庶弟偷我孤本,我打断他双腿;继母想告我忤逆,我反手把她送去大牢。
就在我低价卖了祖宅给青楼,准备带钱下江南买十个小鲜肉时。
病娇太子八抬大轿把我堵在门口,眼底满是烦躁。
“孤那几个侧妃天天在孤面前演戏,孤看得眼睛疼。

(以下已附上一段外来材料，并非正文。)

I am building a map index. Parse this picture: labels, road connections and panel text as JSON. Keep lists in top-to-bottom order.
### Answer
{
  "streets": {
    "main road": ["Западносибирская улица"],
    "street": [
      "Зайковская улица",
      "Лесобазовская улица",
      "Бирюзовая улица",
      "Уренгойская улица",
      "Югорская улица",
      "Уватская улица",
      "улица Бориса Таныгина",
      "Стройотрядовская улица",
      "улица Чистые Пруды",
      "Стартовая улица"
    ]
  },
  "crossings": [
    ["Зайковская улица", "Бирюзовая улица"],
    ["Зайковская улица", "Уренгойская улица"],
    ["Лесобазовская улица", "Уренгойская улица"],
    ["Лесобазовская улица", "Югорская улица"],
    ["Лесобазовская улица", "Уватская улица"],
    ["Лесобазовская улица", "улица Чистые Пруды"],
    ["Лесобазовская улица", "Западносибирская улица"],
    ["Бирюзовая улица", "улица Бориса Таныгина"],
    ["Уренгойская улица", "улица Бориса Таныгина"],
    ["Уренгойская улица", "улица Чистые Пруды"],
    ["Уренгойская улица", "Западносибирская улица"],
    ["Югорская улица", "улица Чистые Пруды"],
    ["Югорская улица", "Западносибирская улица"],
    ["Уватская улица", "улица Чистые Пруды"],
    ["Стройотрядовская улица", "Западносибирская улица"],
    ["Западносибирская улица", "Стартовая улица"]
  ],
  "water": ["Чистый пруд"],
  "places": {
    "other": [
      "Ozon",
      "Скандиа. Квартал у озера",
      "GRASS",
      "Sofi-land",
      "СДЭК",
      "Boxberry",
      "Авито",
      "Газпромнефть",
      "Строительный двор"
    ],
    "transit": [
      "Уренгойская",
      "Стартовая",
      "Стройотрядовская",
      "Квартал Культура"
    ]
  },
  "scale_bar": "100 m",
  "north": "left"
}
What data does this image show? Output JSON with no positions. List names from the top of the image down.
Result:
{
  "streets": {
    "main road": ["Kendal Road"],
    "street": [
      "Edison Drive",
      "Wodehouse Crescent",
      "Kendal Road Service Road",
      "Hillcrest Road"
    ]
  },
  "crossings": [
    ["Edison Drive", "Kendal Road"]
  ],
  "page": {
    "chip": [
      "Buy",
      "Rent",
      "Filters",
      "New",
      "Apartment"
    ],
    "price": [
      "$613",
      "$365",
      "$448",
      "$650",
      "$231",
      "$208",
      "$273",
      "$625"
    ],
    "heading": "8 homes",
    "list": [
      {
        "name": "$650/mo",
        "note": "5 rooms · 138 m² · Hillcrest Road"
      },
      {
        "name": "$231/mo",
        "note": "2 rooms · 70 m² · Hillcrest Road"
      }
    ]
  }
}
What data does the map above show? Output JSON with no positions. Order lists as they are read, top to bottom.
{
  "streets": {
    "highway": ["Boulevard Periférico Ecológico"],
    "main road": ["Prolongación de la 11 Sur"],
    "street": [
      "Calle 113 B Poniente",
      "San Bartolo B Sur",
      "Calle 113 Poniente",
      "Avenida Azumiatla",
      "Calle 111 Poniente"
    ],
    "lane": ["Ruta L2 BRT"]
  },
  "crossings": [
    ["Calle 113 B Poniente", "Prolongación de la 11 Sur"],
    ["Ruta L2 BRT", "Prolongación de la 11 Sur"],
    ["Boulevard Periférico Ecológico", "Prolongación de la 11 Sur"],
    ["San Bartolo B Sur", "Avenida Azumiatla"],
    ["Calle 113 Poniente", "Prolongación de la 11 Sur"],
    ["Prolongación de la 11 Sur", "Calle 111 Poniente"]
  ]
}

”
“只要你嫁进东宫替孤整顿这群戏精,东宫财政大权归你,孤的命也是你的!”
一听有暴富捷径,我麻溜换上嫁衣,迫不及待坐上花轿。
次日请安,东宫三大毒瘤闪亮登场。
“三岁半”小妾连路都不会走,伸着手要人抱抱;
“汉子婊”穿着男装一脚踩在凳子上,非要跟太子拜把子;
还有一个茶艺大师,端着茶盏随时随地都在嘤嘤嘤。
看着这群群魔乱舞的颠婆,我非但不气,还从袖子里掏出一把纯金算盘。
“殿下先说好,扇一巴掌十两,踹一脚五十两,您选哪个套餐?”
......
……
2
李嬷嬷带着四个膀大腰圆的粗使婆子踏进正殿。
老货仗着太后的势,平日里在后宫横着走。
她瞥了一眼地上昏死过去的叶宛凝,倒吸一口凉气。
“大胆姜肆!”
“刚进门就敢殴打太后娘娘的亲侄女,你眼里还有没有王法?”
“来人,把这毒妇给我绑去慈宁宫!”
四个婆子凶狠的扑上来。
我连金算盘都没掏。
随手抄起供桌上那个半人高的青铜香炉。
这玩意少说也有五十斤。
我单手拎着香炉腿,在半空中抡圆了。
呼啸的风声刮过李嬷嬷的头皮。
四个婆子吓的齐刷刷刹住脚步,连滚带爬的往后躲。
“老东西,你拿手指头指谁呢?”
……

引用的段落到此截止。